Studies the departments cited are suggestive, but far from definitive. A fuller review of the literature on the cost and cost offsets of contraceptive coverage by Daniel Liebman, a colleague, finds that the evidence is thin that, from an insurer’s perspective, contraceptive coverage pays for itself in the long term. Moreover, it almost certainly does not in the short. The cost of contraceptive coverage is immediate, and the possible offsets (reduced pregnancies) are downstream, often years in the future. …

According to the IMS Institute for Healthcare Informatics, though the proportion of Americans with no cost-sharing for contraceptives rose in 2013 to 50 percent from 20 percent, prescriptions written for contraceptive medications increased only 4.6 percent.

But when they begin to fully cover contraception, insurers take on its full cost, “crowding out” the willingness of individuals to self-insure for it. Therefore, the government’s accommodation of religious organizations’ objections to covering contraception (obliging insurance companies to pick up the cost of the coverage, with no offsetting premiums or cost-sharing from either employees or employers) may impose a cost on insurers, even though contraception is cost-effective for society as a whole.

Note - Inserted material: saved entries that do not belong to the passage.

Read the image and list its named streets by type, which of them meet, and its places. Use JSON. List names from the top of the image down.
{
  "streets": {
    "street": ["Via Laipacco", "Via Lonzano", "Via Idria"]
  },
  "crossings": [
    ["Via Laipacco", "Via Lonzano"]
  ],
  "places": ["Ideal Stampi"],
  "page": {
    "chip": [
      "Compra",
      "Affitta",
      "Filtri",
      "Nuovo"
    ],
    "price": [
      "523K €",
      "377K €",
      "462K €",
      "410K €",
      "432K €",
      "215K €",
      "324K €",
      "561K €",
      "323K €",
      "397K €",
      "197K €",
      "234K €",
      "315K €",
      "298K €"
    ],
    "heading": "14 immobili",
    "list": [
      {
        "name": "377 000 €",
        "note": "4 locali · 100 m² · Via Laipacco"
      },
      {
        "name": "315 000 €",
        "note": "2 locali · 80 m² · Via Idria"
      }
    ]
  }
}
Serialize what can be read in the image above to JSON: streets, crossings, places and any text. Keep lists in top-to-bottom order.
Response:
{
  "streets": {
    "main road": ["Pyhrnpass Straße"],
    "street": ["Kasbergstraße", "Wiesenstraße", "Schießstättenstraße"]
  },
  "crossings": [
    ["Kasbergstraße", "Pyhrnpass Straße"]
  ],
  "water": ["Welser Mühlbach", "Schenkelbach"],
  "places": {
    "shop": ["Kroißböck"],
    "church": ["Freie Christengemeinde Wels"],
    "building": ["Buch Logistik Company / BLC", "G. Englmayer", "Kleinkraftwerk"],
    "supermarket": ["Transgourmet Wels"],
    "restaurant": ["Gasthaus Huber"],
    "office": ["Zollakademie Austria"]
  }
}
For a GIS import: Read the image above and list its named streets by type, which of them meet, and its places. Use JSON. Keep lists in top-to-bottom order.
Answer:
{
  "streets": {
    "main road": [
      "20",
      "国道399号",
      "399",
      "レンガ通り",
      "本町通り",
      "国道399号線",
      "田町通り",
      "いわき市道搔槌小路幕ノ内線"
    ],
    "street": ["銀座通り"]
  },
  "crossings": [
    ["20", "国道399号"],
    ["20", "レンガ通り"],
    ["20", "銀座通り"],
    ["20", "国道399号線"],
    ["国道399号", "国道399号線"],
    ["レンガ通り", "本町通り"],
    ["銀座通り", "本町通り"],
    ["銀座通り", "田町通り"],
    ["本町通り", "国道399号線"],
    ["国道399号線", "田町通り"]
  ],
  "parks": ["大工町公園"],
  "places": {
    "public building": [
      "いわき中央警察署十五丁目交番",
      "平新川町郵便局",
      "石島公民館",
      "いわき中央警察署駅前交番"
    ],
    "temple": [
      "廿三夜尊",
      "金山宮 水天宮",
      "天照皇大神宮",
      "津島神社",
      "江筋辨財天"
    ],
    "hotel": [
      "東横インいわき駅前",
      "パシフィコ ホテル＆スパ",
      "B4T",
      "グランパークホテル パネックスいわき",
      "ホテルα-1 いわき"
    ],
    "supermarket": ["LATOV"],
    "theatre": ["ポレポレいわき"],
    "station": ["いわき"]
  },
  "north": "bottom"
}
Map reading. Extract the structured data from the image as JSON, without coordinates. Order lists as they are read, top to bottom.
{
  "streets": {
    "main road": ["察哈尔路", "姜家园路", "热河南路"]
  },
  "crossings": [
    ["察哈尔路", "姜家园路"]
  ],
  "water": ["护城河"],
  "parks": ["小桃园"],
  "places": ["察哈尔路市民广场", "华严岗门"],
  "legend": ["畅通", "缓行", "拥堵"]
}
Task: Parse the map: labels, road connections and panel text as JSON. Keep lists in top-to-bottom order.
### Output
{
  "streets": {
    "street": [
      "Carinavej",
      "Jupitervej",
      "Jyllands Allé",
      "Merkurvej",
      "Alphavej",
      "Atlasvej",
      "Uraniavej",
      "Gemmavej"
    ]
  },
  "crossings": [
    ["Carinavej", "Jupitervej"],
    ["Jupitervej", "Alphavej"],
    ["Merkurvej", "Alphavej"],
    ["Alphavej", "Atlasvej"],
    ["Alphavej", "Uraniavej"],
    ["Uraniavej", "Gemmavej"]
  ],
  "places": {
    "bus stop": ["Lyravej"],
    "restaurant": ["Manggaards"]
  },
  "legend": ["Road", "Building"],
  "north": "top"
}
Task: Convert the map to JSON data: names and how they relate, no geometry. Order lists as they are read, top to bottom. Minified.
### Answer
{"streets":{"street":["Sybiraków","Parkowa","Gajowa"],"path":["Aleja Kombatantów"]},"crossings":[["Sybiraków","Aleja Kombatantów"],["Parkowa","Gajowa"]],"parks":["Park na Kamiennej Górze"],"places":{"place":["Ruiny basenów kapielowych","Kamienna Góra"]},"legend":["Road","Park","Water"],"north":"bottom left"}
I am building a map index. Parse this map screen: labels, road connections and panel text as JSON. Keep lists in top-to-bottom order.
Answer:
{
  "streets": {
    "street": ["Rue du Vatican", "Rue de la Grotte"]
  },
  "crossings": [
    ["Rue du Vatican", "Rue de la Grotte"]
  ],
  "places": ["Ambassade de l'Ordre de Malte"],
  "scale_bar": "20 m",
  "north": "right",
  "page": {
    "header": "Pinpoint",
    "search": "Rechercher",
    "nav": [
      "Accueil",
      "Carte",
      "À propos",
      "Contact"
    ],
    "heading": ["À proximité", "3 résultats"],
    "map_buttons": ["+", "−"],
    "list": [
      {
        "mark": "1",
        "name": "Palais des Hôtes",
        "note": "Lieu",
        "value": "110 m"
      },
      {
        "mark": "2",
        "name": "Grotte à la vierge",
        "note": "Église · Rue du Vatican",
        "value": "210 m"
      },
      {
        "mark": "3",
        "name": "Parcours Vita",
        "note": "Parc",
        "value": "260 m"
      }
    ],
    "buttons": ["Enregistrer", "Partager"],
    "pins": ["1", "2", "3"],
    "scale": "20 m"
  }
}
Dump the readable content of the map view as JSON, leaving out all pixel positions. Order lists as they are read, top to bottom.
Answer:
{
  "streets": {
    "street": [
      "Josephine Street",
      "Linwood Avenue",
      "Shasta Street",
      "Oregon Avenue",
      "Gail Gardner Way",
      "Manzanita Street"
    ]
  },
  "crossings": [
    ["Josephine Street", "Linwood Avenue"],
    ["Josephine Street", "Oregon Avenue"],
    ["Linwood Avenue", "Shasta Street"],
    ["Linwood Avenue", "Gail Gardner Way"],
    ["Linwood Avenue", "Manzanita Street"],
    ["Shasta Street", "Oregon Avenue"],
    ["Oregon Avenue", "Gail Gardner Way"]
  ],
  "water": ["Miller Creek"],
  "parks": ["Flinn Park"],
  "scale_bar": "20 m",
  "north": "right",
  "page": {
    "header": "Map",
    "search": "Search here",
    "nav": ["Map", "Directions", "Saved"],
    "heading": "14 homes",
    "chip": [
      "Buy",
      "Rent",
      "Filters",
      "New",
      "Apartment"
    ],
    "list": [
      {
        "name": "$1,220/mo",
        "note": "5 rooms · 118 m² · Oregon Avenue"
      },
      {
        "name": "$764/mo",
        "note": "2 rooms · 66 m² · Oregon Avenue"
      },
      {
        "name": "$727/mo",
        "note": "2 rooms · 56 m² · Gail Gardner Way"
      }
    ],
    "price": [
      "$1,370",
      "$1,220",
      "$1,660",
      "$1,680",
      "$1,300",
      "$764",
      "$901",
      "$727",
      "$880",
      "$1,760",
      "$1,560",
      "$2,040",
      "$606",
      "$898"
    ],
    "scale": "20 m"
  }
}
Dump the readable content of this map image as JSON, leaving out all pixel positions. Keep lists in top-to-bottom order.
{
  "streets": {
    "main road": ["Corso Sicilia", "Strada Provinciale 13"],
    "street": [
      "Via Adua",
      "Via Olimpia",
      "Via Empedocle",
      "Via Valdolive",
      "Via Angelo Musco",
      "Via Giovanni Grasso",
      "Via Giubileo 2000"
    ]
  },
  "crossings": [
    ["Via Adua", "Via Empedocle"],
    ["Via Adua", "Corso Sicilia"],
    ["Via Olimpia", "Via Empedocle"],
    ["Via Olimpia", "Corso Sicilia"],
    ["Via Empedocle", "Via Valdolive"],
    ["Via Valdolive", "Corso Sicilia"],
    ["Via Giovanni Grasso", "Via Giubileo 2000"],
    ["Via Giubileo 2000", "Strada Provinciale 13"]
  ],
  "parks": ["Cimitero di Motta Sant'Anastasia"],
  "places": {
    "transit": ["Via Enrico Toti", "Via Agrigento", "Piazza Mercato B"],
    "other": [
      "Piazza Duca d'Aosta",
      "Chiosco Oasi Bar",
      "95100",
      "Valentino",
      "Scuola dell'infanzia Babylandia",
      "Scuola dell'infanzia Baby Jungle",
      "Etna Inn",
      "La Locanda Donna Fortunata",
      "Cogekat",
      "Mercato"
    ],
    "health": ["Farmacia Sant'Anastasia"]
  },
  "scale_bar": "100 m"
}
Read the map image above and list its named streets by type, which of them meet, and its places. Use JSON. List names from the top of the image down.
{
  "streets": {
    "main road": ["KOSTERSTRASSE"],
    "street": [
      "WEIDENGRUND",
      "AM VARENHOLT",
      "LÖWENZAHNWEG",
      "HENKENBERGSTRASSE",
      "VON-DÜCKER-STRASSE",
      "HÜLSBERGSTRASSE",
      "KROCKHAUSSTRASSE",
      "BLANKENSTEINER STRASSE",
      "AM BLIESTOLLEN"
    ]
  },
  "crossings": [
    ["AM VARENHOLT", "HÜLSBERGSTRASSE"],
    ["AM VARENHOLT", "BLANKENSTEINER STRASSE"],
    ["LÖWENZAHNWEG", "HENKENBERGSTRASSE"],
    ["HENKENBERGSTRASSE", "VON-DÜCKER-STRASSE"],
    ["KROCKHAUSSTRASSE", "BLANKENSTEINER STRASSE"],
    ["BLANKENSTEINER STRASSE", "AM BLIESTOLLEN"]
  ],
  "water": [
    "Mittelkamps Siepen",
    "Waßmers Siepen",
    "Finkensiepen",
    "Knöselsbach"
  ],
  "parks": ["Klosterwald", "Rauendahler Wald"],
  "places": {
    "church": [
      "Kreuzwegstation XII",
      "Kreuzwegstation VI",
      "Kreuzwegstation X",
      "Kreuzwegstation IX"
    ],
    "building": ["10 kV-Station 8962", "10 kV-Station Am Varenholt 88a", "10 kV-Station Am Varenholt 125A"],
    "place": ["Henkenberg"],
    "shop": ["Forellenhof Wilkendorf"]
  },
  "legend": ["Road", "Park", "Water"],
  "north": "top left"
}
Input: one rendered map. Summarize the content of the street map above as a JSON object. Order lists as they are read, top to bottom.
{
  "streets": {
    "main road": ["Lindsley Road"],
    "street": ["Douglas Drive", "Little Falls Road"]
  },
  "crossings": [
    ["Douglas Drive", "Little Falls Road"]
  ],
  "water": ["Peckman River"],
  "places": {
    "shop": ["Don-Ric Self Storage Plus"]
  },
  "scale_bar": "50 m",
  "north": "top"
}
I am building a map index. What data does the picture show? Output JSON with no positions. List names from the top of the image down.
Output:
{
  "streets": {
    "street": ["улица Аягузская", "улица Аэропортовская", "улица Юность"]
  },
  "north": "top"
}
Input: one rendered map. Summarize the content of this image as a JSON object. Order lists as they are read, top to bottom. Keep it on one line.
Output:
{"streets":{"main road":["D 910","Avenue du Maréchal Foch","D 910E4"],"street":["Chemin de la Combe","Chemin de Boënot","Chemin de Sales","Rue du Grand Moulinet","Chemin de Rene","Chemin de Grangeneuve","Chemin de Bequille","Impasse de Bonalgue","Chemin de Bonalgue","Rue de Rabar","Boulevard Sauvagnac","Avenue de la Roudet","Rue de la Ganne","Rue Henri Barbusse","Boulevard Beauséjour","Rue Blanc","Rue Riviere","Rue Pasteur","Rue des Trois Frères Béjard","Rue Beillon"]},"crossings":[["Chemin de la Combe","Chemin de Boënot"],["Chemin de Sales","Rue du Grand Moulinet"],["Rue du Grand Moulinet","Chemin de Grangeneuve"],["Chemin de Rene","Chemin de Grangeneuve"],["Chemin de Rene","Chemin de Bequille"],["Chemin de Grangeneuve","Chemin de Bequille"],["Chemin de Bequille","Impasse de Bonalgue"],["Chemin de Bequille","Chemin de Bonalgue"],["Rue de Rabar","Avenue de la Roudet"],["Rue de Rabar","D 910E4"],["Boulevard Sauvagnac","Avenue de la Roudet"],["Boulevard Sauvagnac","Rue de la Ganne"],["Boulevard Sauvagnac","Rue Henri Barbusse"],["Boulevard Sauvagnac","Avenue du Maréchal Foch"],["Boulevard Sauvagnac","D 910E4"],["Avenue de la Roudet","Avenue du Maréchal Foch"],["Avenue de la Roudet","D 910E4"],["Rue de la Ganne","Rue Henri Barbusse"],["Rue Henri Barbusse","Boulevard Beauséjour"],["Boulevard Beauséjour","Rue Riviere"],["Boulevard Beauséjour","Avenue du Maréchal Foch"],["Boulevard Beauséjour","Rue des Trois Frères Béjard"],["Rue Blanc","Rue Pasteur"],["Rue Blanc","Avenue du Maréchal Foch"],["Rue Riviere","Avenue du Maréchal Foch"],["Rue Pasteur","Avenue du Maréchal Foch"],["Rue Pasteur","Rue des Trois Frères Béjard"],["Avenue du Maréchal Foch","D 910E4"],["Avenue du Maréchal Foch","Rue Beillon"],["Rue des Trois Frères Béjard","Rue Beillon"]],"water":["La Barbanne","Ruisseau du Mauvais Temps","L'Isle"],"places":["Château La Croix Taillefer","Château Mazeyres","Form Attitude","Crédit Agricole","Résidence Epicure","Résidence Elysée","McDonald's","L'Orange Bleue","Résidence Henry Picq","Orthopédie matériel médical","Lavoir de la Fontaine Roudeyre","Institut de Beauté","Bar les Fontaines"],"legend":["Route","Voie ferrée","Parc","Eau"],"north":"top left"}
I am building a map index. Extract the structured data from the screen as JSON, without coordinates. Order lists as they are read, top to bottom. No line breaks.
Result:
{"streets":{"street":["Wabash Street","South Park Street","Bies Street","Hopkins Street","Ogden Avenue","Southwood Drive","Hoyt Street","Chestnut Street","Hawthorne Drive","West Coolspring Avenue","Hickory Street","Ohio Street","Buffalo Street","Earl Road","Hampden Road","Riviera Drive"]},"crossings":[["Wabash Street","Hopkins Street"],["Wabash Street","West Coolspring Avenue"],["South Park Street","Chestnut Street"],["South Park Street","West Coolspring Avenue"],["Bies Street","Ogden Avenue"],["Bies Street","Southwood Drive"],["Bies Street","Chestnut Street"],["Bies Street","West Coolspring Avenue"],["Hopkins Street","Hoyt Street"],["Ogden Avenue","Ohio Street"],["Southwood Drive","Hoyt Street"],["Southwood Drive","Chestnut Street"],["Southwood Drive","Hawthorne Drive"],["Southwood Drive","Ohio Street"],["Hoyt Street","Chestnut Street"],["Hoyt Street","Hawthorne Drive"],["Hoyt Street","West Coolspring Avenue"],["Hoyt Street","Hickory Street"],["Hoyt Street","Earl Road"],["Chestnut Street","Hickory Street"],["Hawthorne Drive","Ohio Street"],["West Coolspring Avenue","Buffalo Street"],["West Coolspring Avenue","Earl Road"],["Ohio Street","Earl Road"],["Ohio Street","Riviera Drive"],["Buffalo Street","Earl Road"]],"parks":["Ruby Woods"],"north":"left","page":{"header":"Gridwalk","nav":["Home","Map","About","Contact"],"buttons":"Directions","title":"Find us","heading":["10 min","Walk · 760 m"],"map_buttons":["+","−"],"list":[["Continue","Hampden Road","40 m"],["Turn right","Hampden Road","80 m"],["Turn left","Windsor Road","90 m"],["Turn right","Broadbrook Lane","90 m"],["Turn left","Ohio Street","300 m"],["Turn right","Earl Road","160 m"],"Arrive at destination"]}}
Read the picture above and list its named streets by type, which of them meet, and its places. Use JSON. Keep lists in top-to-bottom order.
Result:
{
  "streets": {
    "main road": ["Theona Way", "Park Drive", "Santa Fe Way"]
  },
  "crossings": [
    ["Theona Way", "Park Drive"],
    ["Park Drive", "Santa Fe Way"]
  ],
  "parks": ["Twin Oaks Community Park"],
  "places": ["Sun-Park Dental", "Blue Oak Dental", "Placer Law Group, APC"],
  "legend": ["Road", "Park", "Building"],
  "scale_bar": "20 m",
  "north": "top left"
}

To be sure, insurers’ upfront costs may be low, a small fraction of overall premiums. However, just because it’s proportionally small doesn’t necessarily make it easy for insurers to handle. For this reason, the administration’s accommodation has already been met with some resistance. (A variant of the government’s accommodation includes a reimbursement by the government of contraceptive costs to some, but not all, insurers.)

The majority of the Supreme Court is correct in saying that the government has other means to ensure that women receive contraceptive coverage. But it is far less clear that that that coverage would be without cost, and it almost certainly would not be in the short term.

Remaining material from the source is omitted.